The effect of a hermetic analysis can be significant. It can ignore the centrality of collaboration to much contemporary practice: Swallow, we must remember, frequently works with, and is assisted by, artists with their own important practices (the most notable being Michael Conole, who is briefly acknowledged). Paton’s celebration of the handmade, the individual and the consequently auratic work – especially when set in opposition to ‘managerial’ expediency – not only falls flat but flirts with historical inaccuracy. Another effect can be the inadequate appraisal of an oeuvre, especially where complex relations to the self are involved. The Swallow text is again a pertinent example, especially given his Everything Is Nothing (2003), in which the skull encased in an Adidas hood is modelled on his own. This is not simply a memento mori in an age of logos, but a more complex critique of the imminent obsolescence of one’s own stardom: the brand name is not so much Adidas as Swallow himself, his skull a wry recognition of the contingent existence of the artist–celebrity.
Another (and related) pitfall with monographs is that the reasons for selecting particular artists need to be made explicit lest the choices appear arbitrary or merely an editor’s fancy. Such a rule of thumb for this genre of criticism is, unfortunately, insufficiently addressed in the series, in part because of its hermetic parameters. While selecting an artist of wide repute such as Swallow may be readily assumed, the cases are arguably weaker in relation to his peers. It is unclear why Noonan’s videos stand out when compared with, say, those by David Rosetzky, who won the Anne Landa Award for new media art; nor what distinguishes Cullen from another celebrated Sydney-based painter, Matthys Gerber. It is precisely the artists’ significance that suffers when their selection is not argued as warranted. Considering the fault lies with all four books, and knowing the conscientiousness with which each of these four critics has written in texts beyond these, I would question whether the series’ brief is itself to blame; whether its parameters are ultimately too narrow for the analysis that these artists deserve.

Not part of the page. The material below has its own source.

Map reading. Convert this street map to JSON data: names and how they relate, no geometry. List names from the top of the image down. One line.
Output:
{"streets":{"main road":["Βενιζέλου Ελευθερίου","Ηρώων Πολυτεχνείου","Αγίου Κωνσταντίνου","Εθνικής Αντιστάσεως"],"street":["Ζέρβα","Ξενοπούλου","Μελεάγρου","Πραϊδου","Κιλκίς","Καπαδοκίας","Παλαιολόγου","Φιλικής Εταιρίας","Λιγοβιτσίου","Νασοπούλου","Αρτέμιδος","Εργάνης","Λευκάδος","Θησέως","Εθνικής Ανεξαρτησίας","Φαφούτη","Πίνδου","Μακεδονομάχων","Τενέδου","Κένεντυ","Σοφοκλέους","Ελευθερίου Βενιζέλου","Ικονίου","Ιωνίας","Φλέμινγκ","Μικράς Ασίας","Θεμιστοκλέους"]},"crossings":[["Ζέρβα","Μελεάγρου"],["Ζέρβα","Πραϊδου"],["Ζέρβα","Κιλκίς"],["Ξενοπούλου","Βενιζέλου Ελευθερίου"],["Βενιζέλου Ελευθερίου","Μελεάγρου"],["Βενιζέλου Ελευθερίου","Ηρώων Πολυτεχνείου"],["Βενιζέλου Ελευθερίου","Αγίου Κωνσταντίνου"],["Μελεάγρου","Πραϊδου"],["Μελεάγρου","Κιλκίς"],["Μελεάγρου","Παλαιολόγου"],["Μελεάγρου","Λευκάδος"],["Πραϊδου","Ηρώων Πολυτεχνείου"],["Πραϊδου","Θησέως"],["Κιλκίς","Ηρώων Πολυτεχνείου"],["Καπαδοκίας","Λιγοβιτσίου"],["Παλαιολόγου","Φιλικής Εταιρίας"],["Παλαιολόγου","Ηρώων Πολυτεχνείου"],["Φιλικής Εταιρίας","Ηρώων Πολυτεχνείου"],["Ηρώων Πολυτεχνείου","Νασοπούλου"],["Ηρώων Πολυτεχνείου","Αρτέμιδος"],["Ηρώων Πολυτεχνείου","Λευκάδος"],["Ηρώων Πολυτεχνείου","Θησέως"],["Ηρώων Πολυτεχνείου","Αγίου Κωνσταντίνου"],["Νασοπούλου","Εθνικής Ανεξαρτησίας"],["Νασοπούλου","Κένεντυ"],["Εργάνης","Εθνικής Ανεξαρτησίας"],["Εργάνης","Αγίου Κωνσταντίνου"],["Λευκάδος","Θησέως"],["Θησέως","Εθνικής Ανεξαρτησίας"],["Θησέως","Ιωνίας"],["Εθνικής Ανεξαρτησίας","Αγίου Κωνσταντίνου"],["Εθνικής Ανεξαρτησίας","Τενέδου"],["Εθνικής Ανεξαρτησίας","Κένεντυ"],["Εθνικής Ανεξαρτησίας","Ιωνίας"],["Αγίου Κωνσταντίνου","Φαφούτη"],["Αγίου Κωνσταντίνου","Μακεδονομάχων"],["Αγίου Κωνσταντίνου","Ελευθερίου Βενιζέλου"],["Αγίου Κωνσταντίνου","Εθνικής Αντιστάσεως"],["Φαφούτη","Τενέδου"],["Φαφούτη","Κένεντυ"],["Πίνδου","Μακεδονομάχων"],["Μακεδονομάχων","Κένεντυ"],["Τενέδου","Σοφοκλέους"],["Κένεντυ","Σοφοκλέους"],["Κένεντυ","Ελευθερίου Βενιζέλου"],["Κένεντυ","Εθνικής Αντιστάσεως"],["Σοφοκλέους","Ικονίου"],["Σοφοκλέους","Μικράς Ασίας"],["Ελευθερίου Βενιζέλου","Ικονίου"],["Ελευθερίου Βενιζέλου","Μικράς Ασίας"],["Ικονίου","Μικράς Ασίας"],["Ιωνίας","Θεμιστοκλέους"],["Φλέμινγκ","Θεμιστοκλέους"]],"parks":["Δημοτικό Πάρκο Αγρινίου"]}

Alternatively, the New Art Series’ eschewal of depth so as to document the breadth of an artist’s output may well be a necessary compromise, as a first step, in redressing the often anaemic state of contemporary art criticism. Within these conditions, it is the very existence of this initiative that deserves recognition as undeniably important. For, at the very least, it showcases four artists of great talent, matched by four writers whose potential suggests another wave of important local critics.